“Personally, I do not like all this attention, but it is for the President of the United States, and I have great respect for the office” — Calvin Coolidge to his Aunt Mrs. Pollard, after boarding the Mayflower to formal salutes, the National Anthem and the ceremonious presentation of his sailing cap (Paul Boller, Presidential Diversions. Orlando: Harcourt, 2007, p.217).
“Everything that the President does potentially at least is of such great importance that he must be constantly on guard. This applies not only to himself, but to everybody about him. Not only in all his official actions, but in all his social intercourse, and even in his recreation and repose, he is constantly watched by a multitude of eyes to determine if there is anything unusual, extraordinary, or irregular, which can be set down in praise or in blame…While such events finally sink into their proper place in history as too small for consideration, if they occur frequently they create an atmosphere of distraction that might seriously interfere with the conduct of public business which is really important” — Calvin Coolidge, The Autobiography, pp.216-7.
“When the President speaks it ought to be an event” — Calvin Coolidge, The Autobiography, p.219, when discussing the refusal to give speeches from the rear platforms of trains. To Coolidge, it was beneath the dignity due the Office. He had great esteem for the Presidency.
“This was I and yet not I, this was the wife of the President of the United States and she took precedence over me; my personal likes and dislikes must be subordinated to the consideration of those things which were required of her” — First Lady Grace Coolidge
“Even after passing through the presidential office, it still remains a great mystery. Why one person is selected for it and many others are rejected cannot be told. Why people respond as they do to its influence seems to be beyond inquiry. Any man who has been placed in the White House can not feel that it is the result of his own exertions or his own merit. Some power outside and beyond him becomes manifest through him. As he contemplates the workings of his office, he comes to realize with an increasing sense of humility that he is but an instrument in the hands of God” — Calvin Coolidge, The Autobiography, pp.234-5.
“Young man, you are having dinner tonight with the President of the United States. You will dress properly. Go to your room and change” — President Calvin Coolidge to his son, John, after the boy had come back to the White House in casual clothes and wanted to know why, since no guests were expected outside the family, he had to dress formally and appear punctually for 7PM dinner (Robert Gilbert, The Tormented President, p.51).
Father Coolidge was not thinking of how it reflected upon him personally, he was regarding the respect due to the Presidency, an obligation equally as binding on him as upon his family. For Coolidge, the President was more than the man who occupied it at the time, it was the great and dignified responsibility of the Office. It would not be cheapened or sacrificed through any action on the part of himself or his family. This remained true all of his life, whatever office he held.
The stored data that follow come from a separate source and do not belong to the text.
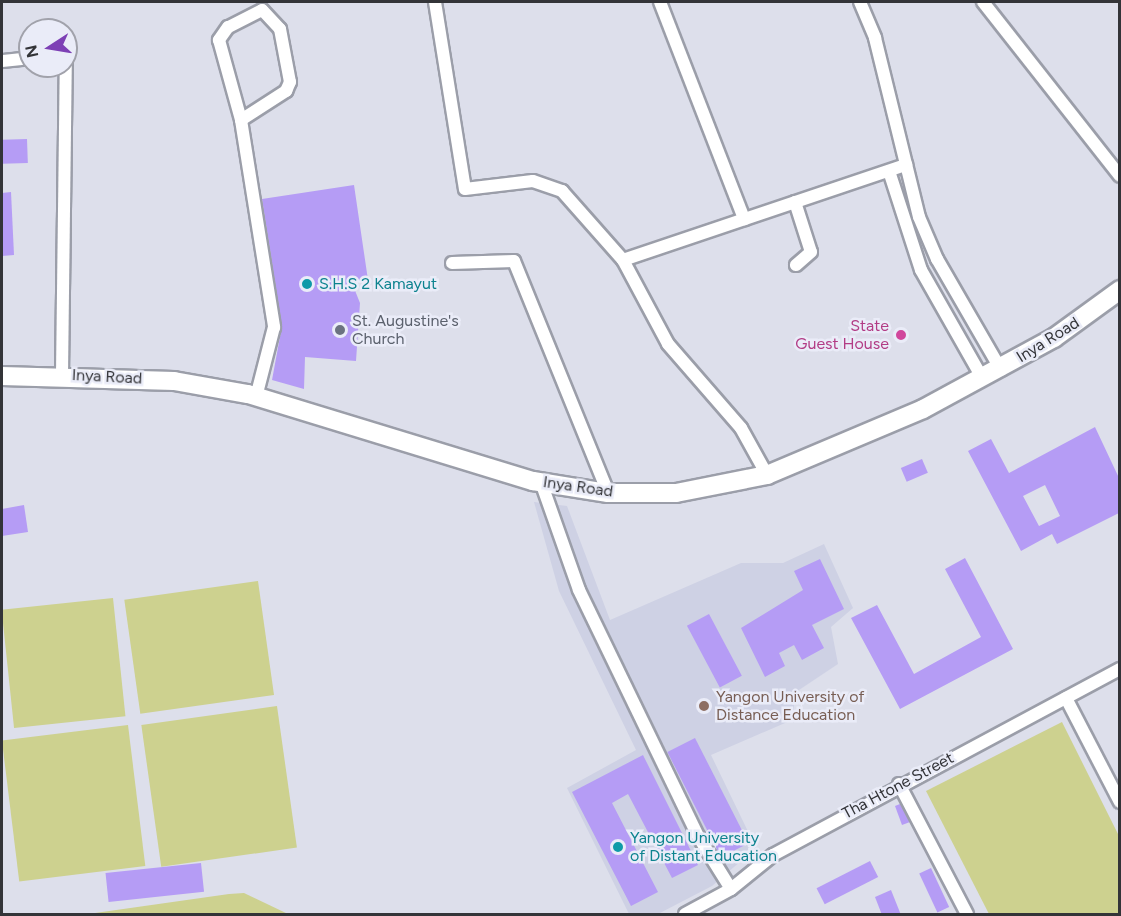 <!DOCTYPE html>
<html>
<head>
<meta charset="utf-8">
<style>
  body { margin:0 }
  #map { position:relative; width:1121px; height:916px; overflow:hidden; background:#dddfeb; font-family:Figtree,sans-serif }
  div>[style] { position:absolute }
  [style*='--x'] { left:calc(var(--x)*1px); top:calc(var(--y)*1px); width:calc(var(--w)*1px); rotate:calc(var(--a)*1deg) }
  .built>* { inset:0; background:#ced1e4 }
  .green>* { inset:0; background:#cdd18f; transform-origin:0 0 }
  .building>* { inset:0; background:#b59cf5; transform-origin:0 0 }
  .roads { filter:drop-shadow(2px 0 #9b9ea9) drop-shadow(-2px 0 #9b9ea9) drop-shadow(0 2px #9b9ea9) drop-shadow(0 -2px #9b9ea9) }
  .minor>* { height:12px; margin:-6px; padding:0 6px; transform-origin:6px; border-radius:6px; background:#fff }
  .secondary>* { height:18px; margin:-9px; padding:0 9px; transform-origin:9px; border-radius:9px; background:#fff }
  .dots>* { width:16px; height:16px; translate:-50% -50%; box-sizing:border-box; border:3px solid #eaecf8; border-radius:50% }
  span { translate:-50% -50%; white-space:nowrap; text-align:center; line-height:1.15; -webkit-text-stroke:5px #eaecf8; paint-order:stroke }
  .culture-label { font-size:16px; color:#0d838f }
  .left { translate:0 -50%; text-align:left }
  .worship-label { font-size:16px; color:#5b616d }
  .hotel-label { font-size:16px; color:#b23c85 }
  .right { translate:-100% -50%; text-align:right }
  .street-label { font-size:16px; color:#333438 }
  .education-label { font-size:16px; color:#785e54 }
  .frame { position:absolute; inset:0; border:3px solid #333438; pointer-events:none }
  .north { position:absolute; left:18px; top:18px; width:60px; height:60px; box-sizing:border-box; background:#eaecf8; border:2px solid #a1a2ab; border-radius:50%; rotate:258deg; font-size:16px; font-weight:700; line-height:24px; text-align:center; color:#333438 }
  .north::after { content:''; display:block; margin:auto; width:21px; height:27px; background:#7d40b5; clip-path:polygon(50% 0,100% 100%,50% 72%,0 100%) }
</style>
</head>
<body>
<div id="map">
  <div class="built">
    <i style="clip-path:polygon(534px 502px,567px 506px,610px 620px,741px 563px,783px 563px,824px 544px,853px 608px,831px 627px,838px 664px,796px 692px,792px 720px,711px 755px,756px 848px,712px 886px,658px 914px,629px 914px,567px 788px,636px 750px,559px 591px)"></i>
  </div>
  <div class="green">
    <i style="left:258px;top:581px;width:115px;height:135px;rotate:82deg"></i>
    <i style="left:113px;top:598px;width:119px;height:112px;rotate:84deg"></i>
    <i style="left:277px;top:706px;width:143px;height:137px;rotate:82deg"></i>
    <i style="clip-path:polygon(1062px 722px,1119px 836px,1119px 914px,989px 914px,926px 791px)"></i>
    <i style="left:128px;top:725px;width:142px;height:127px;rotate:83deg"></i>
    <i style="clip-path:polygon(244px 893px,288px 914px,88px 914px,229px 894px)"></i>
  </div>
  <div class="building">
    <i style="left:27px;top:139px;width:24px;height:25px;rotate:88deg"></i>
    <i style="clip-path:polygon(354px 185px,368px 280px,352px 283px,360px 303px,356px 361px,305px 357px,304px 389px,272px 380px,282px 326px,262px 199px)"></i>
    <i style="clip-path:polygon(11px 192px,14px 255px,2px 256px,2px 193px)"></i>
    <i style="clip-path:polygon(evenodd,1095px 427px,1119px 478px,1119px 513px,1057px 544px,1052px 534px,1021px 551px,968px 451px,991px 439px,1009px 473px,1095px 427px,1045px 485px,1060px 516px,1039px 526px,1023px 496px,1045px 485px)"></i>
    <i style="left:922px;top:459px;width:15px;height:23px;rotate:67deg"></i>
    <i style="clip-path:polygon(24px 505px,28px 532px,2px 536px,2px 509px)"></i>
    <i style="clip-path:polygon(965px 558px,1013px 649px,900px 709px,851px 618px,877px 605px,914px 674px,981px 637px,945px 569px)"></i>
    <i style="clip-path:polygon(820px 559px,844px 609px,812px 625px,824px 648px,802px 660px,794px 645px,779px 653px,785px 666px,765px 677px,741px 628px,803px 590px,794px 571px)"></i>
    <i style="left:709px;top:614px;width:70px;height:25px;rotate:62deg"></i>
    <i style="left:695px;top:738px;width:118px;height:31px;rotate:63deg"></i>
    <i style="clip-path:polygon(643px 755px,698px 865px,672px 878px,628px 794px,612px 803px,658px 892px,631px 906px,572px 792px)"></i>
    <i style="clip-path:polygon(900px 804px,910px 822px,902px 825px,895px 806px)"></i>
    <i style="left:870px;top:861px;width:18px;height:60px;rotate:63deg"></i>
    <i style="left:201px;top:863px;width:29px;height:96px;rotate:84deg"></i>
    <i style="left:931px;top:868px;width:43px;height:13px;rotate:65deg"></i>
    <i style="clip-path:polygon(891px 890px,901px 915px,882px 915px,875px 897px)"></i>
  </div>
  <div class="roads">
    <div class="minor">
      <i style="--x:435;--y:2;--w:189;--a:80.9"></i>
      <i style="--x:465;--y:189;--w:68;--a:-6.7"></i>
      <i style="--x:533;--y:181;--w:31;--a:19"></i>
      <i style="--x:562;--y:191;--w:92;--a:48.5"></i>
      <i style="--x:623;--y:260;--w:95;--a:61.8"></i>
      <i style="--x:668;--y:344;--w:111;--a:49"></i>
      <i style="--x:741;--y:428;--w:54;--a:61"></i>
      <i style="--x:660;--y:2;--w:233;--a:68.8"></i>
      <i style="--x:860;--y:2;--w:39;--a:67"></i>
      <i style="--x:875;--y:38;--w:184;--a:76.2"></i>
      <i style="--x:919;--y:217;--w:46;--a:66.8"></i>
      <i style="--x:937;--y:259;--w:128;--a:60"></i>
      <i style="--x:983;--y:2;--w:221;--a:51.8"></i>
      <i style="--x:2;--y:61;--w:28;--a:-6"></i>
      <i style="--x:241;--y:120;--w:54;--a:-32.8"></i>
      <i style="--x:286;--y:91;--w:10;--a:-66"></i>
      <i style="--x:290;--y:82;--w:54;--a:-100.7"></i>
      <i style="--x:280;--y:29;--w:26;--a:-133"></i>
      <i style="--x:262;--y:10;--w:38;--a:153"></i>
      <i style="--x:228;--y:27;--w:16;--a:125"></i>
      <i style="--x:219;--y:40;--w:83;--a:74.6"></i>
      <i style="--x:241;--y:120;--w:210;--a:80.9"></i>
      <i style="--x:274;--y:327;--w:72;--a:104.4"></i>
      <i style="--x:889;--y:171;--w:104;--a:72.1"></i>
      <i style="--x:921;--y:270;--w:125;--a:60.4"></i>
      <i style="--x:795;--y:202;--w:52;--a:72.3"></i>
      <i style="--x:811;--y:252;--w:20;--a:139"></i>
      <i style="--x:623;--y:260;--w:299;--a:-18.6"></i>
      <i style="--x:452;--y:263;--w:62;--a:-1.8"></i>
      <i style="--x:514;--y:261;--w:250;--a:67.9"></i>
      <i style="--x:62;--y:374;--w:320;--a:-89.3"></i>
      <i style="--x:541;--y:482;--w:114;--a:70.6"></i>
      <i style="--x:579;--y:590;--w:273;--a:64.2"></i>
      <i style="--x:698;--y:836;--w:62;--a:58.1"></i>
      <i style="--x:1066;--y:698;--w:117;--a:62.6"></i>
      <i style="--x:899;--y:784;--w:147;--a:62.4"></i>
      <i style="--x:685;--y:914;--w:52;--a:-28.5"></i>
      <i style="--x:731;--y:889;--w:54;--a:-39"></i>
      <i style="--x:773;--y:855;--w:394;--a:-28.2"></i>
    </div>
    <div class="secondary">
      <i style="--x:2;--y:376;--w:172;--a:1.7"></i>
      <i style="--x:174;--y:381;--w:75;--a:10"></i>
      <i style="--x:248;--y:394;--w:298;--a:17"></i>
      <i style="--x:533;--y:481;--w:76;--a:9.1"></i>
      <i style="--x:608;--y:493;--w:68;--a:0"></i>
      <i style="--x:676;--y:493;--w:93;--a:-11.2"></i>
      <i style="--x:767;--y:475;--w:169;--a:-22.9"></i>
      <i style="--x:923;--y:409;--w:149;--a:-28.5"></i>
      <i style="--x:1054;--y:338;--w:82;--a:-36"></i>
    </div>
  </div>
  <div class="dots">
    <i style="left:307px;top:284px;background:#0f9aa8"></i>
    <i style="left:340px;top:330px;background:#6b7280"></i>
    <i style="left:901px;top:335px;background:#d1479c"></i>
    <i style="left:704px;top:706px;background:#8d6e63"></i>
    <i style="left:618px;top:847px;background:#0f9aa8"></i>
  </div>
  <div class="culture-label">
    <span class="left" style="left:319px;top:284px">S.H.S 2 Kamayut</span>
    <span class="left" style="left:630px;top:847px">Yangon University<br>of Distant Education</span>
  </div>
  <div class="worship-label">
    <span class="left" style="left:352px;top:330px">St. Augustine's<br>Church</span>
  </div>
  <div class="hotel-label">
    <span class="right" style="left:889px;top:335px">State<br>Guest House</span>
  </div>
  <div class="street-label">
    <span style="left:1048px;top:340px;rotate:-32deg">Inya Road</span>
    <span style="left:107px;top:377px;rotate:3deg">Inya Road</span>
    <span style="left:578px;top:487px;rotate:8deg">Inya Road</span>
    <span style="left:898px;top:786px;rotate:-28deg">Tha Htone Street</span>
  </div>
  <div class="education-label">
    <span class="left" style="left:716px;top:706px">Yangon University of<br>Distance Education</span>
  </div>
  <div class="frame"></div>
  <div class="north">N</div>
</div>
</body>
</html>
The secretary who worked in his law office, Ernestine Perry, once recounted the occasion that Lieutenant Governor Coolidge called from the train station. He was quite “disgruntled,” she remembered. It seems he had become separated from his hat and coat, arriving before them on a separate train to Northampton. As Mrs. Perry recounted, Coolidge “had only to walk the length of the platform and cross the street to his office, but he would not attempt it hatless.” To confuse this response with vanity is greatly mistaken, Coolidge held each office with the highest honor. He would not detract from it for the sake of his own convenience, sending the message that an informal appearance conveyed: flippant disregard for one’s duties. As Mrs. Perry observed, “He felt keenly that public officials should maintain the dignity of office. To him it represented the public trust. His dignity was not a pose. He was always orderly. I never saw him in need of a shave, and I never saw his hair untidy. I never saw his shoes in need of a shine” (Good Housekeeping, March 1935, p.214). It was not the appearances themselves but what the outward neglect said about the substance of the person that mattered to Coolidge.
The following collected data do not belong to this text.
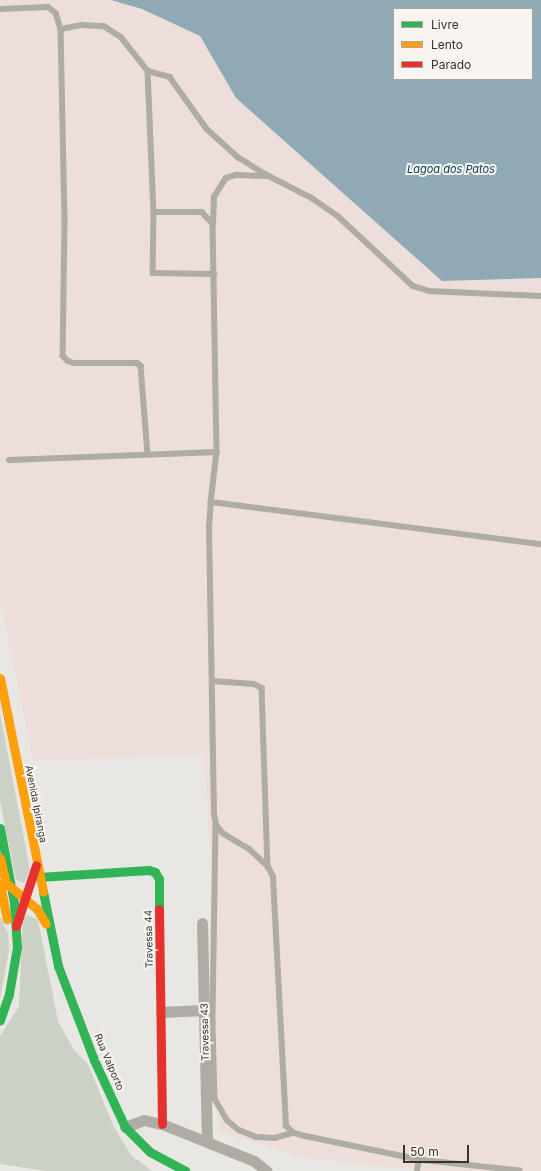 <!DOCTYPE html>
<style>
body{margin:0}
#map{position:relative;width:541px;height:1171px;overflow:hidden;background:#e9e7e4;font-family:Inter,sans-serif}
div>[style]{position:absolute}
.industrial>*{inset:0;background:#edded9}
.green>*{inset:0;background:#cbd2c5}
.water>*{inset:0;background:#8faab5}
.lane>*{height:5.5px;margin:-2.75px;padding:0 2.75px;transform-origin:2.75px;border-radius:2.75px;background:#afaca3}
.street>*{height:11px;margin:-5.5px;padding:0 5.5px;transform-origin:5.5px;border-radius:5.5px;background:#afaca3}
.fast>*{height:9px;margin:-4.5px;padding:0 4.5px;transform-origin:4.5px;border-radius:4.5px;background:#30b455}
.slow>*{height:9px;margin:-4.5px;padding:0 4.5px;transform-origin:4.5px;border-radius:4.5px;background:#ff9f0a}
.jam>*{height:9px;margin:-4.5px;padding:0 4.5px;transform-origin:4.5px;border-radius:4.5px;background:#e5322d}
span{translate:-50% -50%;white-space:nowrap;text-align:center;line-height:1.15;-webkit-text-stroke:4px #f8f4ef;paint-order:stroke}
.street-label{font-size:10px;color:#343331}
.water-label{font-size:11px;color:#064154;font-style:italic}
.legend{position:absolute;left:393px;top:8px;width:140px;height:72px;box-sizing:border-box;background:#f8f4ef;border:1px solid #aaa7a3;margin:0;padding:5px 7px;list-style:none;font-size:12px;color:#343331}
.legend li{display:flex;align-items:center;gap:8px;height:20px}
.legend b{width:20px;border:1px solid #aaa7a3}
.scale{position:absolute;left:403px;top:1145px;width:66px;height:18px;box-sizing:border-box;border:2px solid #343331;border-top:0;padding-left:5px;font-size:12px;line-height:14px;white-space:nowrap;color:#343331;-webkit-text-stroke:3px #f8f4ef;paint-order:stroke}
</style>
<div id="map">
<div class="industrial">
<i style="clip-path:polygon(0 0,111px 0,142px 9px,200px 36px,236px 98px,442px 281px,541px 278px,541px 1171px,424px 1171px,301px 1157px,219px 1132px,211px 864px,204px 754px,33px 761px,0 598px)"></i>
</div>
<div class="green">
<i style="clip-path:polygon(0 713px,30px 870px,24px 883px,16px 880px,0 801px)"></i>
<i style="clip-path:polygon(28px 915px,38px 920px,58px 1021px,74px 1050px,88px 1064px,113px 1125px,131px 1155px,152px 1171px,46px 1171px,0 1164px,0 1036px,19px 1006px,23px 918px)"></i>
<i style="clip-path:polygon(0 917px,8px 933px,9px 950px,0 999px)"></i>
</div>
<div class="water">
<i style="clip-path:polygon(evenodd,111px 0,541px 0,541px 278px,442px 281px,236px 98px,200px 36px,142px 9px,111px 0,394px 9px,532px 9px,532px 79px,394px 79px,394px 9px)"></i>
</div>
<div class="lane">
<i style="left:0;top:9px;width:48px;rotate:-2.4deg"></i>
<i style="left:48px;top:7px;width:10px;rotate:37deg"></i>
<i style="left:56px;top:13px;width:17px;rotate:73deg"></i>
<i style="left:61px;top:29px;width:192px;rotate:88.8deg"></i>
<i style="left:65px;top:221px;width:135px;rotate:90.8deg"></i>
<i style="left:63px;top:356px;width:7px;rotate:45deg"></i>
<i style="left:68px;top:361px;width:6px;rotate:18deg"></i>
<i style="left:74px;top:363px;width:63px"></i>
<i style="left:137px;top:363px;width:5px;rotate:37deg"></i>
<i style="left:141px;top:366px;width:88px;rotate:85.5deg"></i>
<i style="left:61px;top:29px;width:21px;rotate:-11deg"></i>
<i style="left:82px;top:25px;width:22px;rotate:3deg"></i>
<i style="left:104px;top:26px;width:20px;rotate:33deg"></i>
<i style="left:121px;top:37px;width:43px;rotate:51.5deg"></i>
<i style="left:148px;top:71px;width:141px;rotate:87.6deg"></i>
<i style="left:154px;top:212px;width:48px"></i>
<i style="left:202px;top:212px;width:16px;rotate:47deg"></i>
<i style="left:213px;top:224px;width:228px;rotate:89deg"></i>
<i style="left:217px;top:452px;width:50px;rotate:96.8deg"></i>
<i style="left:148px;top:71px;width:23px;rotate:15deg"></i>
<i style="left:170px;top:77px;width:64px;rotate:54.6deg"></i>
<i style="left:207px;top:129px;width:42px;rotate:42.1deg"></i>
<i style="left:238px;top:157px;width:32px;rotate:32deg"></i>
<i style="left:265px;top:174px;width:53px;rotate:27.1deg"></i>
<i style="left:312px;top:198px;width:32px;rotate:35deg"></i>
<i style="left:338px;top:216px;width:103px;rotate:43deg"></i>
<i style="left:413px;top:286px;width:17px;rotate:17deg"></i>
<i style="left:429px;top:291px;width:112px;rotate:2.6deg"></i>
<i style="left:154px;top:212px;width:61px;rotate:90.9deg"></i>
<i style="left:153px;top:273px;width:61px;rotate:0.9deg"></i>
<i style="left:213px;top:224px;width:27px;rotate:-88deg"></i>
<i style="left:214px;top:197px;width:22px;rotate:-58deg"></i>
<i style="left:226px;top:178px;width:10px;rotate:-17deg"></i>
<i style="left:236px;top:175px;width:31px;rotate:2deg"></i>
<i style="left:9px;top:460px;width:208px;rotate:-2.2deg"></i>
<i style="left:212px;top:681px;width:42px;rotate:4.1deg"></i>
<i style="left:254px;top:684px;width:9px;rotate:27deg"></i>
<i style="left:262px;top:688px;width:179px;rotate:88.1deg"></i>
<i style="left:216px;top:825px;width:198px;rotate:90.9deg"></i>
<i style="left:213px;top:1023px;width:76px;rotate:88.5deg"></i>
<i style="left:215px;top:1099px;width:24px;rotate:60deg"></i>
<i style="left:227px;top:1120px;width:16px;rotate:40deg"></i>
<i style="left:239px;top:1130px;width:18px;rotate:22deg"></i>
<i style="left:256px;top:1137px;width:19px;rotate:3deg"></i>
<i style="left:275px;top:1138px;width:19px;rotate:-16deg"></i>
<i style="left:417px;top:1171px;width:11px;rotate:-80deg"></i>
<i style="left:520px;top:1171px;width:102px;rotate:-173.8deg"></i>
<i style="left:419px;top:1160px;width:118px;rotate:-168.3deg"></i>
<i style="left:303px;top:1136px;width:10px;rotate:-163deg"></i>
<i style="left:293px;top:1133px;width:10px;rotate:-135deg"></i>
<i style="left:286px;top:1126px;width:249px;rotate:-93deg"></i>
<i style="left:273px;top:877px;width:11px;rotate:-117deg"></i>
<i style="left:268px;top:867px;width:25px;rotate:-137deg"></i>
<i style="left:250px;top:850px;width:31px;rotate:-149deg"></i>
<i style="left:223px;top:834px;width:11px;rotate:-128deg"></i>
<i style="left:216px;top:825px;width:11px;rotate:-100deg"></i>
<i style="left:214px;top:814px;width:286px;rotate:-91deg"></i>
<i style="left:209px;top:528px;width:26px;rotate:-86deg"></i>
<i style="left:211px;top:502px;width:333px;rotate:7.3deg"></i>
</div>
<div class="street">
<i style="left:202px;top:923px;width:218px;rotate:88.7deg"></i>
<i style="left:161px;top:1012px;width:43px;rotate:-2.7deg"></i>
<i style="left:125px;top:1127px;width:20px;rotate:-20deg"></i>
<i style="left:144px;top:1120px;width:18px;rotate:13deg"></i>
<i style="left:162px;top:1124px;width:99px;rotate:21.9deg"></i>
<i style="left:254px;top:1161px;width:16px;rotate:38deg"></i>
</div>
<div class="fast">
<i style="left:0;top:828px;width:76px;rotate:79.4deg"></i>
<i style="left:14px;top:903px;width:44px;rotate:86.1deg"></i>
<i style="left:17px;top:947px;width:48px;rotate:99.7deg"></i>
<i style="left:9px;top:994px;width:28px;rotate:109deg"></i>
<i style="left:39px;top:877px;width:110px;rotate:-3.6deg"></i>
<i style="left:149px;top:870px;width:6px;rotate:18deg"></i>
<i style="left:155px;top:872px;width:8px;rotate:60deg"></i>
<i style="left:159px;top:879px;width:30px;rotate:90deg"></i>
<i style="left:43px;top:892px;width:76px;rotate:78.5deg"></i>
<i style="left:58px;top:966px;width:101px;rotate:69deg"></i>
<i style="left:94px;top:1060px;width:74px;rotate:65.2deg"></i>
<i style="left:125px;top:1127px;width:35px;rotate:45deg"></i>
<i style="left:150px;top:1152px;width:40px;rotate:28deg"></i>
</div>
<div class="slow">
<i style="left:0;top:678px;width:218px;rotate:78.6deg"></i>
<i style="left:0;top:858px;width:26px;rotate:77deg"></i>
<i style="left:6px;top:883px;width:40px;rotate:40deg"></i>
<i style="left:37px;top:909px;width:17px;rotate:59deg"></i>
<i style="left:0;top:884px;width:36px;rotate:79deg"></i>
</div>
<div class="jam">
<i style="left:159px;top:909px;width:215px;rotate:89.2deg"></i>
<i style="left:16px;top:926px;width:64px;rotate:-71.8deg"></i>
</div>
<div class="street-label">
<span style="left:36px;top:804px;rotate:79deg">Avenida Ipiranga</span>
<span style="left:149px;top:939px;rotate:-91deg">Travessa 44</span>
<span style="left:205px;top:1032px;rotate:-91deg">Travessa 43</span>
<span style="left:109px;top:1062px;rotate:67deg">Rua Valporto</span>
</div>
<div class="water-label">
<span style="left:451px;top:169px">Lagoa dos Patos</span>
</div>
<ul class="legend">
<li><b style="height:5px;background:#30b455"></b>Livre</li>
<li><b style="height:5px;background:#ff9f0a"></b>Lento</li>
<li><b style="height:5px;background:#e5322d"></b>Parado</li>
</ul>
<div class="scale">50 m</div>
</div>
Even his readiness to wear the gifts presented to him, despite how it made him personally appear, conformed to his high regard for the Presidential Office. Coolidge wore them not to denigrate official dignity for were he to refuse the headdress, the ten-gallon hat and chaps given to the President, it would have hurt the bond of mutual respect that must necessarily continue between the Office and the People. He could not injure so delicate a sentiment because it would impair the strength of that very legitimate connection the people rightly have to those they choose to serve as their leaders.
“It was my desire to maintain about the White House as far as possible an attitude of simplicity and not engage in anything that had an air of pretentious display. That was my conception of the great office. It carries sufficient power within itself, so that it does not require any of the outward trappings of pomp and splendor for the purpose of creating an impression. It has a dignity of its own which makes it self-sufficient. Of course, there should be proper formality, and personal relations should be conducted at all times with decorum and dignity, and in accordance with the best traditions of polite society. But there is no need of theatricals. But, however much he may deplore it, the President ceases to be an ordinary citizen” — Calvin Coolidge, The Autobiography, p.217.